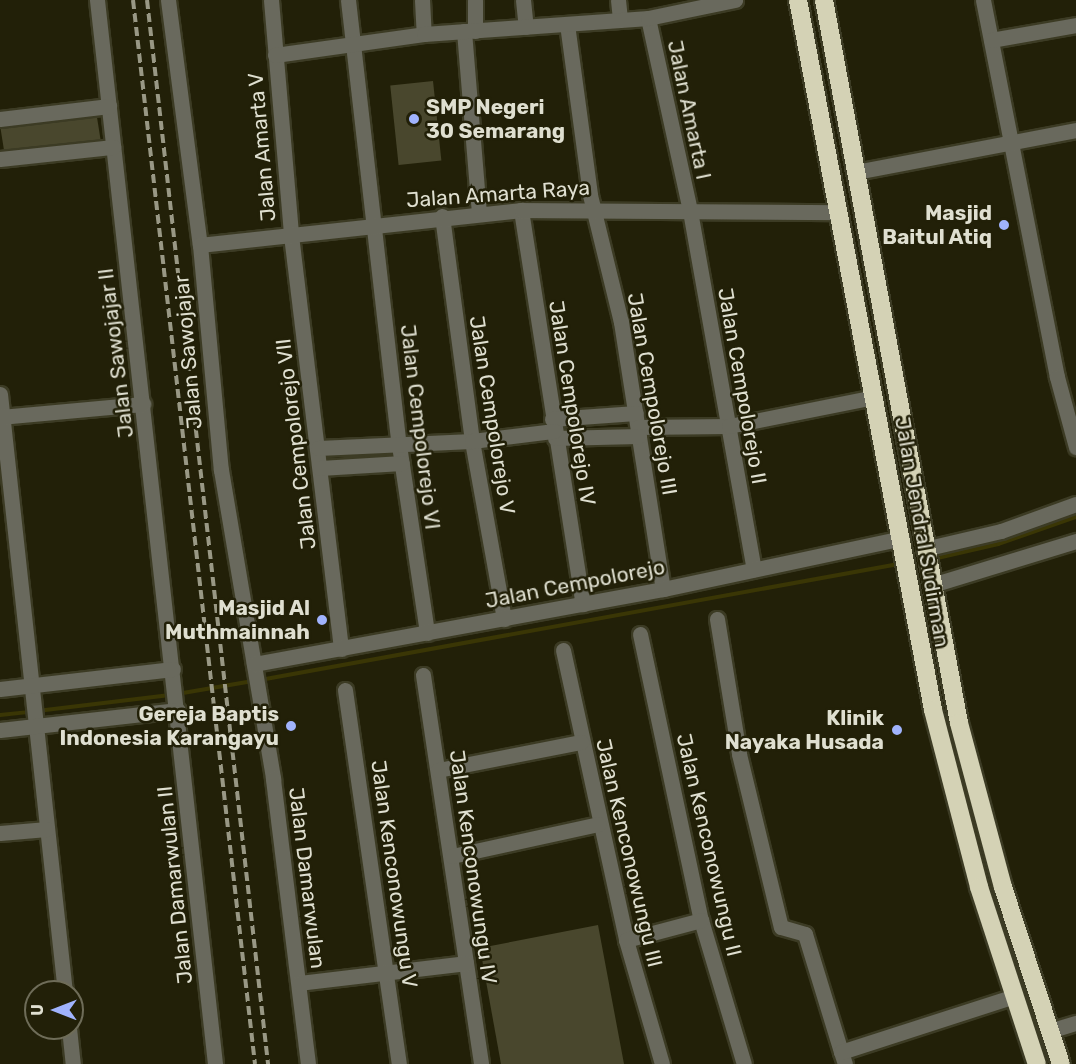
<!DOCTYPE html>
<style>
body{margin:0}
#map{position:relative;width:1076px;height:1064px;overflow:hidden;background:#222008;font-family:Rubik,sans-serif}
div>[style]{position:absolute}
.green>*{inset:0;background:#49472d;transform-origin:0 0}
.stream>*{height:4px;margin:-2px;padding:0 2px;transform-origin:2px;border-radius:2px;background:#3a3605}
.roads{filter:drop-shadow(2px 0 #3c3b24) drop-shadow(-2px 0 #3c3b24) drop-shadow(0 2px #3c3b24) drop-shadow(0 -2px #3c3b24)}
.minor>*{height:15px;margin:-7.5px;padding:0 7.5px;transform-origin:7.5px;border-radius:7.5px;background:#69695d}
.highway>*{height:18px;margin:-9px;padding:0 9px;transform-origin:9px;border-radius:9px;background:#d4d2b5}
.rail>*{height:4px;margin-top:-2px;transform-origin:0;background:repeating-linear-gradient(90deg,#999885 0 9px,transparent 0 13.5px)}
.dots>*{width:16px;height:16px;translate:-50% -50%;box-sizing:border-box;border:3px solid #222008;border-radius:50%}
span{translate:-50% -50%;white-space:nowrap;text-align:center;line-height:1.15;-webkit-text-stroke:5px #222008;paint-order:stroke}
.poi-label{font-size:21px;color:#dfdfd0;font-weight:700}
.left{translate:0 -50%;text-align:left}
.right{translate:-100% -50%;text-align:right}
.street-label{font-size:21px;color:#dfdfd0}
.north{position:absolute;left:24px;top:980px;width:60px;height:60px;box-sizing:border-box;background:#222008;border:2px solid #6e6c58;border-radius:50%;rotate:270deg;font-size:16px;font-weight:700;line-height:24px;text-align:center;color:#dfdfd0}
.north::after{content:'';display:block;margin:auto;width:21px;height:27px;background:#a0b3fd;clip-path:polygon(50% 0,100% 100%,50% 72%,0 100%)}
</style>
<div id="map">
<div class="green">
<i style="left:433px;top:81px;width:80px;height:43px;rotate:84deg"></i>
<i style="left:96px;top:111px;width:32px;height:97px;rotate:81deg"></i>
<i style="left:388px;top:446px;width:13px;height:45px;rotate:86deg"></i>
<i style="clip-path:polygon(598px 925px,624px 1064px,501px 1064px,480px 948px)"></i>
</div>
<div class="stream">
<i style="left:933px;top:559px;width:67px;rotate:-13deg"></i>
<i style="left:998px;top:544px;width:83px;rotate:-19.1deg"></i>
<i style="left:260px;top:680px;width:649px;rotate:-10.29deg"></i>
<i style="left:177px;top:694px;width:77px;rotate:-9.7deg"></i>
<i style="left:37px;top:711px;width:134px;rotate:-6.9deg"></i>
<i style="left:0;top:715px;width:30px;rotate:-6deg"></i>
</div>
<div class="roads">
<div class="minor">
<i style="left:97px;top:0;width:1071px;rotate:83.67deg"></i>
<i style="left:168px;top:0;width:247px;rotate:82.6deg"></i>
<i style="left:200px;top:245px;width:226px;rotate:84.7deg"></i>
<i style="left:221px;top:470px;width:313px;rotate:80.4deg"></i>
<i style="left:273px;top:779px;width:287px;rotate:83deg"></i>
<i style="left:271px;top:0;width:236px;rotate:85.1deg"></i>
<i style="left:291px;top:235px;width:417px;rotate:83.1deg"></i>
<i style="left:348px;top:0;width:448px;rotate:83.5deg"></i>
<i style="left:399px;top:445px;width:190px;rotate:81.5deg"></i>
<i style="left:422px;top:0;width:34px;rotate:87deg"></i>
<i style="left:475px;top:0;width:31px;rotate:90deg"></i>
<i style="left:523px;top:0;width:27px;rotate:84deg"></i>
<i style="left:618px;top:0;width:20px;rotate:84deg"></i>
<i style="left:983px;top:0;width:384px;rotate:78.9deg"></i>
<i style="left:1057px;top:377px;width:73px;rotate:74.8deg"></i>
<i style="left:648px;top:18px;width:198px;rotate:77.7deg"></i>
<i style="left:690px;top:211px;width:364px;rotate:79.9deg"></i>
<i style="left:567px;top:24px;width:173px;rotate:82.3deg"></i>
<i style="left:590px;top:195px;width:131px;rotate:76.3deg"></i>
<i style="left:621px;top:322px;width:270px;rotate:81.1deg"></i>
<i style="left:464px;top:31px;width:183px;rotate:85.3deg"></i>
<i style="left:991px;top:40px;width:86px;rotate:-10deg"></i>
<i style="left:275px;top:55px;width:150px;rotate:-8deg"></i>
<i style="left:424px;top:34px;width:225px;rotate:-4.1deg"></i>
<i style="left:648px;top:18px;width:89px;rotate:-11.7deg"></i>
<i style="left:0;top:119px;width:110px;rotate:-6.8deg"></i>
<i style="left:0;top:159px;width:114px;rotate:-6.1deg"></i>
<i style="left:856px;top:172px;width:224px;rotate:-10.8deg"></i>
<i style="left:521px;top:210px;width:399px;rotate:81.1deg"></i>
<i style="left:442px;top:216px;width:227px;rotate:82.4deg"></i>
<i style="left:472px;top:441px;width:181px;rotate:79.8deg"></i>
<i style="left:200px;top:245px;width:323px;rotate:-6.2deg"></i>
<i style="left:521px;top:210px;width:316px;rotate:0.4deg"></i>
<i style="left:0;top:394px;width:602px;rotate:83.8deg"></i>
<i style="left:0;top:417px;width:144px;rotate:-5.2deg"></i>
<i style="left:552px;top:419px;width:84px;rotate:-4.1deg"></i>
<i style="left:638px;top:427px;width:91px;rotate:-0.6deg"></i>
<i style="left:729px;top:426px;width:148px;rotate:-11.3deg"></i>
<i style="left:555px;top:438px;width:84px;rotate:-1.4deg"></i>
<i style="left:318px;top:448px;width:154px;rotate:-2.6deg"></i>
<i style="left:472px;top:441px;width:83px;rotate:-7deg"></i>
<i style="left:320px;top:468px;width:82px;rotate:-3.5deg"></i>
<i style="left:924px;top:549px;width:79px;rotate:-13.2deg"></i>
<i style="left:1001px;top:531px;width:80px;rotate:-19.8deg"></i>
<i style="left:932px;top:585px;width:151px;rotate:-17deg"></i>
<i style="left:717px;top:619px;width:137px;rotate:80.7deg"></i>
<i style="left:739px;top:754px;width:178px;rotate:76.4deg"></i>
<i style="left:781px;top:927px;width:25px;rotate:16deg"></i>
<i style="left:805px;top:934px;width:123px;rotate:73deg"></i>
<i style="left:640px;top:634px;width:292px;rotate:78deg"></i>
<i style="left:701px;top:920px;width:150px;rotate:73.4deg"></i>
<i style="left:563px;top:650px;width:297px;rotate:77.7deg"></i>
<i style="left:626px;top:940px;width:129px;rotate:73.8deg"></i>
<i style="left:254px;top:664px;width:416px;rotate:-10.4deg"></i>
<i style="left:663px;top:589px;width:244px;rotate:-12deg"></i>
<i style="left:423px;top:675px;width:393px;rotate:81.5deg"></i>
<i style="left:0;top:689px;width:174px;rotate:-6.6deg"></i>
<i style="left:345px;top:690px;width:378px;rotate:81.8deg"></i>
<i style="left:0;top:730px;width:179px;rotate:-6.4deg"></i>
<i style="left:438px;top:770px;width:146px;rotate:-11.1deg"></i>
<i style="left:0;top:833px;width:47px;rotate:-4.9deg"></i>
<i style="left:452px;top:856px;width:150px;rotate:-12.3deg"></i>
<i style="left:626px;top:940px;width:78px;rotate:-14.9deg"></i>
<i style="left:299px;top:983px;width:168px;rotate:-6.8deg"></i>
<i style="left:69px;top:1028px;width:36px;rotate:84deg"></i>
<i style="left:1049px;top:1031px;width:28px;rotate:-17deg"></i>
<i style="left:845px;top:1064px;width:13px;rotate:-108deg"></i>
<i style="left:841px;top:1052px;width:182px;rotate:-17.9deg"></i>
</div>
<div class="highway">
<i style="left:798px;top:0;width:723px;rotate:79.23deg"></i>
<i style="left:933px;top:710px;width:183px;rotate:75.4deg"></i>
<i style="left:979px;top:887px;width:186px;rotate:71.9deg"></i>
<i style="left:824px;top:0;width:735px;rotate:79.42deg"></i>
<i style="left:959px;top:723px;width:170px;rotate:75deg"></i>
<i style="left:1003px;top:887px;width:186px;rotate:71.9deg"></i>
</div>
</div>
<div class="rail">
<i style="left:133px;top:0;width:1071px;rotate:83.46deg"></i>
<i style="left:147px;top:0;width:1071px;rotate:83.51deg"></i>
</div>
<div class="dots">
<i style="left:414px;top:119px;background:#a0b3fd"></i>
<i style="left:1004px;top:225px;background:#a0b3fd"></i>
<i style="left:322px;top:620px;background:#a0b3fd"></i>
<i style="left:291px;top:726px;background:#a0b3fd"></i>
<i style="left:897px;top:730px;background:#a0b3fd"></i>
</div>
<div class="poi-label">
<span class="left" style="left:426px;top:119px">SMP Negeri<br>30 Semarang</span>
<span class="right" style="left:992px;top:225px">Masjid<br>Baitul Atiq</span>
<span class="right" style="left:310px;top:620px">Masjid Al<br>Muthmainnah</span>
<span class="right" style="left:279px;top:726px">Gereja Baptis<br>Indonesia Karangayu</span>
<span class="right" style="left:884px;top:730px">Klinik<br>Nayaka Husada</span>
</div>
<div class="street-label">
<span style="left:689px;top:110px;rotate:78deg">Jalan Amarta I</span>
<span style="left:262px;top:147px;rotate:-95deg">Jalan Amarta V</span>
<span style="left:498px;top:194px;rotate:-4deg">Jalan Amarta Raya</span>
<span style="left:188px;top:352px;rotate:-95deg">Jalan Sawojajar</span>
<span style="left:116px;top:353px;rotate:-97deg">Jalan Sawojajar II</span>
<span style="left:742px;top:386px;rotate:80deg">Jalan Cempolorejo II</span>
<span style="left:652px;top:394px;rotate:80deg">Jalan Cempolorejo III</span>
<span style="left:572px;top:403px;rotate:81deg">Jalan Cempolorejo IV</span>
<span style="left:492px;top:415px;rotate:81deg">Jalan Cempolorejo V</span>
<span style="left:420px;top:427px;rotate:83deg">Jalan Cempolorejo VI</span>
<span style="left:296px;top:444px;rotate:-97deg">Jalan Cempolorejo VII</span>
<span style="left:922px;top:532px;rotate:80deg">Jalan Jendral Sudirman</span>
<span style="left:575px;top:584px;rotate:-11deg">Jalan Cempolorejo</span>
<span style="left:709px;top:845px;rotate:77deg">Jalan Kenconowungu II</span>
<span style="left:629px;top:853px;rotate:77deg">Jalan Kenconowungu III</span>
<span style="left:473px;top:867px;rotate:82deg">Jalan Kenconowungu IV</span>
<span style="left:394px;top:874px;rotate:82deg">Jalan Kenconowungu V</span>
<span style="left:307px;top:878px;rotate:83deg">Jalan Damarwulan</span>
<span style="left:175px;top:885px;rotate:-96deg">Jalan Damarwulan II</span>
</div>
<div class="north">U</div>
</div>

====================

Among the lines of the data, which ones contain the word "stream"? Show them.

.stream>*{height:4px;margin:-2px;padding:0 2px;transform-origin:2px;border-radius:2px;background:#3a3605}
<div class="stream">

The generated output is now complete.